Unternehmeredition: Herr Dr. Heinemann, die Roland Berger-Studie zeigt, dass bis zu 30% des erwarteten Wertes einer Fusion verloren gehen können, wenn kulturelle Integration vernachlässigt wird. Warum ist dieser Faktor so entscheidend?

Dr. Patrick Heinemann: Kulturelle Integration ist oft der entscheidende Hebel, um den langfristigen Erfolg einer Fusion zu sichern. Kultur beeinflusst, wie Entscheidungen getroffen werden, wie Zusammenarbeit funktioniert und wie sich Mitarbeitende in der Organisation verhalten. Wenn diese Aspekte nicht berücksichtigt werden, kann das die Umsetzung strategischer und operativer Ziele erheblich behindern. Gleichzeitig sehen wir, dass kulturelle Prinzipien nicht nur „weiche Faktoren“ sind – sie müssen in die Strukturen und Prozesse der Zielorganisation integriert werden. Nur wenn Kultur und operative Gestaltung im Einklang stehen, kann eine Fusion wirklich Mehrwert schaffen.

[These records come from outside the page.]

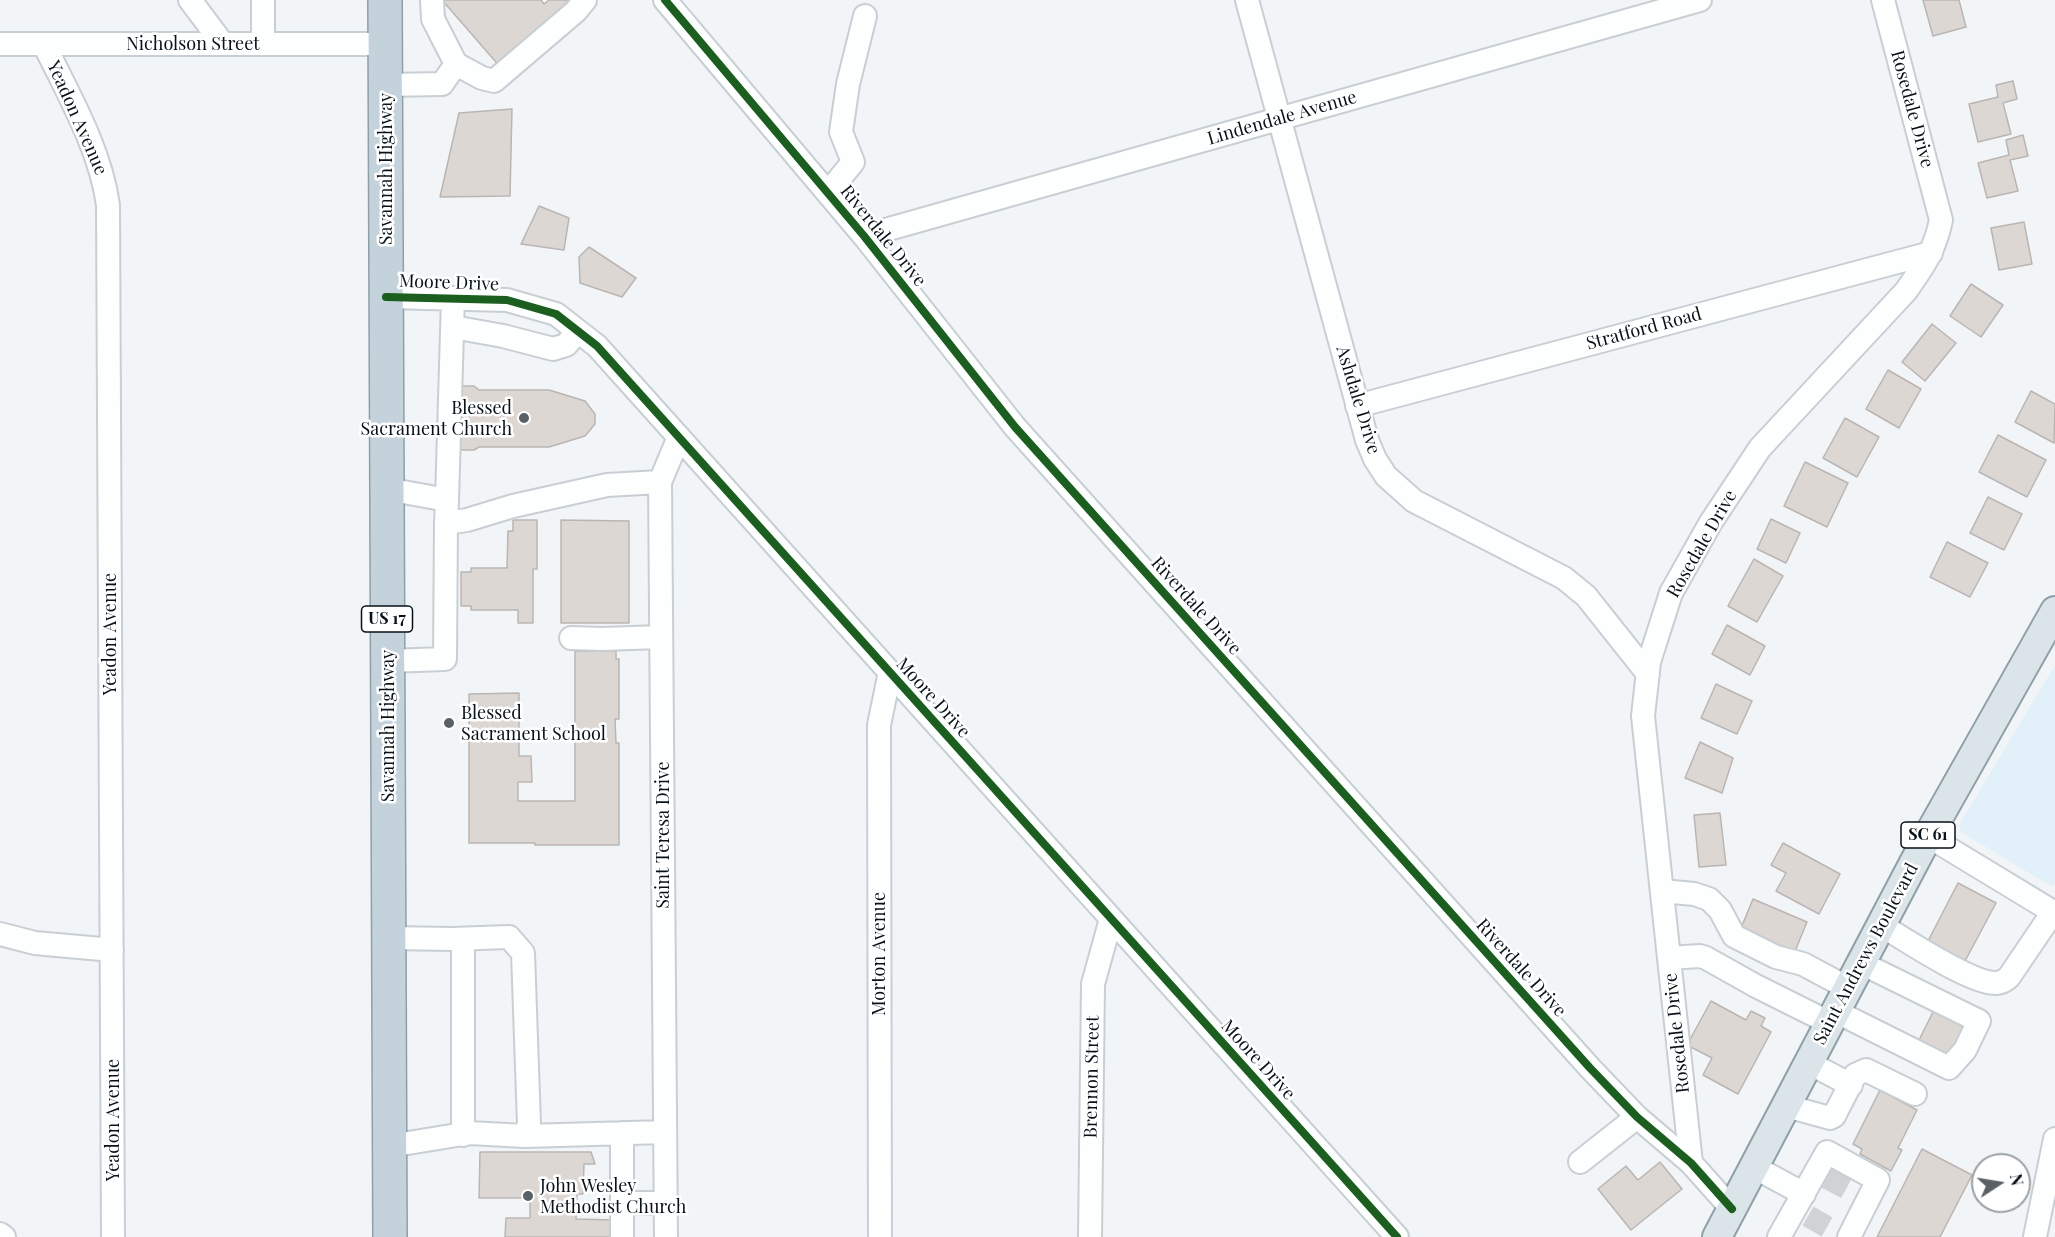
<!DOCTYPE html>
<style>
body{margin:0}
#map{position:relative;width:2055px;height:1237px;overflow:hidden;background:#f2f5f7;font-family:"Playfair Display",serif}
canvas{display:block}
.north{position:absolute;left:1971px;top:1153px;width:60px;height:60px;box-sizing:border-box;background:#fff;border:2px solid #9ba0a3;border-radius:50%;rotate:78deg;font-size:16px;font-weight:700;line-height:24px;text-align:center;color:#061118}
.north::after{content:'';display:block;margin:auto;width:21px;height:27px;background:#596166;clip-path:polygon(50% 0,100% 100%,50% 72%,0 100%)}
</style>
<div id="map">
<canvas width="2055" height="1237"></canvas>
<div class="north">N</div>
</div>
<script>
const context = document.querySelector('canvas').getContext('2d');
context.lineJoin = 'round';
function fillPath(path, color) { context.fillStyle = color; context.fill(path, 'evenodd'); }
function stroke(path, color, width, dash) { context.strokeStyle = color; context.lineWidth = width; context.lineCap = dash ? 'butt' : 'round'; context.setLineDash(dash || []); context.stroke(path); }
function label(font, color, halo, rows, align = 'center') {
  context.font = font + ' "Playfair Display",serif'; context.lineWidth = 5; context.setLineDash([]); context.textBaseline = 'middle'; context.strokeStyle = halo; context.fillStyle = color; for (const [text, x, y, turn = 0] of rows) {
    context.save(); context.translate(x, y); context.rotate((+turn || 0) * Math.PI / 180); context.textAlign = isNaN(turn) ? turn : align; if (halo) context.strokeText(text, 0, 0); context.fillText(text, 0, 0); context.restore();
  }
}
const built = new Path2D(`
 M 2055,665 L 2055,883 L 2052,887 L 1961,832 L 1959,825 Z`);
const building = new Path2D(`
 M 442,0 L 541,0 L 544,4 L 549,0 L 569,0 L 574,7 L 502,69 Z
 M 1923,0 L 1959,0 L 1966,27 L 1933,36 Z
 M 2013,81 L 2017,99 L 2003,103 L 2011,134 L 1978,142 L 1969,104 L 1998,97 L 1996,85 Z
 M 512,109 L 510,196 L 440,197 L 459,113 Z
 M 2023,135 L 2028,156 L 2010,160 L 2018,191 L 1987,198 L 1978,163 L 2009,155 L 2006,140 Z
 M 539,206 L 569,218 L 564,250 L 521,244 Z
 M 2024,222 L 2032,264 L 1999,270 L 1991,228 Z
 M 589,247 L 636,278 L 622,297 L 580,283 L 579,257 Z
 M 1971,284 L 2003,305 L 1981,337 L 1950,316 Z
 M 1932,324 L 1956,343 L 1925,381 L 1902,362 Z
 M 1888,370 L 1921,389 L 1899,428 L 1866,409 Z
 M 458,386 L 474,386 L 479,390 L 549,390 L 585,401 L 595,414 L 595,424 L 585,436 L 549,447 L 479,447 L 474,450 L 458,450 L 458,434 L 462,433 L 462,403 L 458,403 Z
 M 2031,391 L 2055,404 L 2054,443 L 2015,422 Z
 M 1845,418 L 1879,437 L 1857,477 L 1823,458 Z
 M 1998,435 L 2046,460 L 2027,497 L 1979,472 Z
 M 1805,462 L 1848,483 L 1827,527 L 1784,506 Z
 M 1988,497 L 2022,514 L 2004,550 L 1970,533 Z
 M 1771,519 L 1800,533 L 1786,563 L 1757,549 Z
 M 513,520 L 537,520 L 537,569 L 533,569 L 533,623 L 518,623 L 518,610 L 471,610 L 471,606 L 461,606 L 461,572 L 471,572 L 471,568 L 507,568 L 508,531 L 513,531 Z
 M 561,520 L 629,521 L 629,623 L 561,623 Z
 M 1947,542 L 1988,563 L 1970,597 L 1930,577 Z
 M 1754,559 L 1783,576 L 1757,622 L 1728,606 Z
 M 1727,625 L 1765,646 L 1750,675 L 1712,654 Z
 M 575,651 L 616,651 L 616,659 L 619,659 L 619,719 L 615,719 L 616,743 L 619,743 L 619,845 L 535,845 L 535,843 L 469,843 L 469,694 L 519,693 L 519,756 L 531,756 L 532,782 L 518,782 L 518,801 L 575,801 Z
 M 1716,684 L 1752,701 L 1737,734 L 1701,718 Z
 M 1700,742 L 1733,758 L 1722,793 L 1685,778 Z
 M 1720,813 L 1726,865 L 1699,867 L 1694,815 Z
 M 1783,843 L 1840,874 L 1819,914 L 1776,891 L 1786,873 L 1771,865 Z
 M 1958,883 L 1996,903 L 1964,963 L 1927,943 Z
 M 1753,899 L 1807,922 L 1793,956 L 1739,933 Z
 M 1711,1001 L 1746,1020 L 1751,1011 L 1765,1018 L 1761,1026 L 1771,1032 L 1738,1094 L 1703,1075 L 1712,1058 L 1687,1045 Z
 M 1935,1008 L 1967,1025 L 1949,1059 L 1918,1042 Z
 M 1880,1090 L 1917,1110 L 1898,1148 L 1902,1150 L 1891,1171 L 1860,1154 L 1862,1149 L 1853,1144 Z
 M 1922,1149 L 1972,1175 L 1940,1237 L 1877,1237 Z
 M 480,1152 L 591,1152 L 595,1164 L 584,1164 L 583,1194 L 577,1194 L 576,1219 L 614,1220 L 614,1237 L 505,1237 L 506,1218 L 530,1218 L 530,1198 L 479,1198 Z
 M 1660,1162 L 1682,1189 L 1631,1230 L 1598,1189 L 1626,1166 L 1638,1180 Z`);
const minorTunnel = new Path2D(`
 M 1827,1178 L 1855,1193
 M 1808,1216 L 1834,1231`);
const minor = new Path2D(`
 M 190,0 L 223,44
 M 263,0 L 263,44
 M 665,0 L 864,236 L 1015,427 L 1590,1068 L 1637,1117 L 1691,1163 L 1732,1209
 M 1247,0 L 1367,440 L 1375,459 L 1386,476 L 1414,501 L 1564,578 L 1586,596 L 1648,674
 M 0,44 L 385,44
 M 44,44 C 69,96 100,148 108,205 L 113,1237
 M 456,64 L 482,78 L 494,81 L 576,11 L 585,0
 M 385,85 L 442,84 L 456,64 L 433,19 L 432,0
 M 828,193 L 853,162 L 841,132 L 848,84 L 865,16
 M 864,236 L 1700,0
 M 386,297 L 507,300 L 556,314 L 597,346 L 1397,1237
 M 453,327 L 503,336 L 553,349 L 566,345 L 578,331
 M 1357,406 L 1931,253
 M 387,489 L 447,500 L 446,523 L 467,520 L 513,506 L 607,485 L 660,482
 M 447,500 L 453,298
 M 571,638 L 602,639 L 661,637
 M 388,661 L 445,659 L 446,523
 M 1928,836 L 2055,913
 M 1662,891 L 1694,894 L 1709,899 L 1720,910 L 1734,936 L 1776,957 L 1803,964 L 1848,988
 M 1881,925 C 1904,939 1973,985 1997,983 C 2003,982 2006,980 2009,977 L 2053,912
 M 0,934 L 35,943 L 112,950
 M 389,938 L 452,939 L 509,937 L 523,953 L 529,1124 L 525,1136 L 469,1133 L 390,1146
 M 1669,958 L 1700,956 L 1706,958 L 1756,986 L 1830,1023
 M 1835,1011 L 1949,1068 L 1965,1050 L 1979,1021 L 1861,963
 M 1809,1063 L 1851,1085
 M 1786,1106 L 1830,1118 L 1834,1116 L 1855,1075 L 1866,1070 L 1915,1094
 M 622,1133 L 622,1237
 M 463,1135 L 463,939
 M 525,1136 L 665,1132
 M 1580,1162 L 1637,1117
 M 1691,1163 L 1643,716 L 1649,662 L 1671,593 L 1711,522 L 1760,448 L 1906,291 C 1923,267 1935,250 1941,220 L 1883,0
 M 1754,1167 L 1804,1194
 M 622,1203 L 665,1203
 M 0,1234 L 4,1237
 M 666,1237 L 660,482 L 679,437
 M 880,1237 L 879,725 L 890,672
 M 1090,1237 L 1093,984 L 1111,919
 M 1779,1237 L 1827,1152 L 1878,1180 L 1849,1237
 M 2035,1237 L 2055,1139`);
const major = new Path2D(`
 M 1717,1237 L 1928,836 L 2055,611`);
const highway = new Path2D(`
 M 385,0 L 390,1237`);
const cycleway = new Path2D(`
 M 665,0 L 864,236 L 1015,427 L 1590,1068 L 1637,1117 L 1691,1163 L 1732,1209
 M 386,297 L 507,300 L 556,314 L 597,346 L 1397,1237`);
const markers = [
 [524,418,6,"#596166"],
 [449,723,6,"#596166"],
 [528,1196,6,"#596166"]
];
const shields = [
 [387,619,51],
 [1928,835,54]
];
const shieldNames = [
 ["US 17",387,619],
 ["SC 61",1928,835]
];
const streetNames = [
 ["Nicholson Street",193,44],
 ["Rosedale Drive",1912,109,75],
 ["Yeadon Avenue",77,118,66],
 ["Lindendale Avenue",1282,118,-16],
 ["Savannah Highway",386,169,-90],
 ["Riverdale Drive",883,236,51],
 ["Moore Drive",449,283,2],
 ["Stratford Road",1644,329,-15],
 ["Ashdale Drive",1358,400,73],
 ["Rosedale Drive",1702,544,-60],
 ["Riverdale Drive",1196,606,48],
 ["Yeadon Avenue",110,634,-90],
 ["Moore Drive",933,698,48],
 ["Savannah Highway",388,726,-90],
 ["Saint Teresa Drive",663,835,-90],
 ["Morton Avenue",879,954,-90],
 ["Saint Andrews Boulevard",1866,954,-62],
 ["Riverdale Drive",1521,968,48],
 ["Rosedale Drive",1677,1033,-96],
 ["Moore Drive",1258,1060,48],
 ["Brennon Street",1092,1077,-89],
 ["Yeadon Avenue",113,1120,-90]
];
const poiNames = [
 ["Blessed",512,408,"right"],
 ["Sacrament Church",512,429,"right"],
 ["Blessed",461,713],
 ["Sacrament School",461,734],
 ["John Wesley",540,1186],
 ["Methodist Church",540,1207]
];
fillPath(built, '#e2f0fa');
fillPath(building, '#ddd7d4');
stroke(building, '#bab5b3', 1.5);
stroke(minorTunnel, '#cfd3d6', 22, [22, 11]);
stroke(minor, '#c8cfd4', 26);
stroke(major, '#8e9fa8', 32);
stroke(highway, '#8e9fa8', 36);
stroke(minor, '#fdfefe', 22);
stroke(major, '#dbe4e9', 28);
stroke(highway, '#c4d3db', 33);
stroke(cycleway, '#1b5e20', 8);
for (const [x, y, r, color] of markers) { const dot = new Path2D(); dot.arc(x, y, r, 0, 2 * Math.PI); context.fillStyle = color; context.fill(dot); stroke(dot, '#fff', 2); }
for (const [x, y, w] of shields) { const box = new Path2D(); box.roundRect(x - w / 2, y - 13, w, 26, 4.5); context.fillStyle = '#fff'; context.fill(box); stroke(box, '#061118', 1.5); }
label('bold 16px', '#061118', null, shieldNames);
label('18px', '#061118', '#fff', streetNames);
label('18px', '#061118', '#fff', poiNames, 'left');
</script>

Dr. Jörg Delhaes: Das unterstreichend: Es geht nicht nur um eine theoretische Abstimmung, sondern darum, kulturelle Unterschiede aktiv in den Prozess einzubringen. Oft werden kulturelle Barrieren erst sichtbar, wenn es schon zu spät ist. Deshalb ist es entscheidend, kulturelle Arbeit als festen Bestandteil der Integration von Anfang an mitzudenken.

Gibt es typische Stolpersteine, die Unternehmen immer wieder übersehen?

Dr. Heinemann: Ein häufiges Problem ist, dass kulturelle Themen erst nach dem Closing angegangen werden. Dabei beginnt die kulturelle Integration schon vor dem Signing, insbesondere bei der Planung der Zielorganisation – dem sogenannten Target Operating Model (TOM). Ein weiterer Stolperstein ist die Annahme, dass eine Kultur einfach übernommen werden kann. Kultur ist kein „One-Size-Fits-All“-Ansatz. Stattdessen geht es darum, eine gemeinsame Vision zu entwickeln, die die besten Elemente beider Organisationen miteinander verbindet.

Hinzu kommt, dass Unternehmen oft die Tiefe der Integration unterschätzen. Kulturelle Prinzipien sollten nicht nur auf der Ebene von Werten oder Verhaltensnormen betrachtet werden, sondern auch Governance, Entscheidungsprozesse und operative Strukturen prägen. Diese Dimensionen werden häufig übersehen, obwohl sie für eine erfolgreiche Integration essenziell sind.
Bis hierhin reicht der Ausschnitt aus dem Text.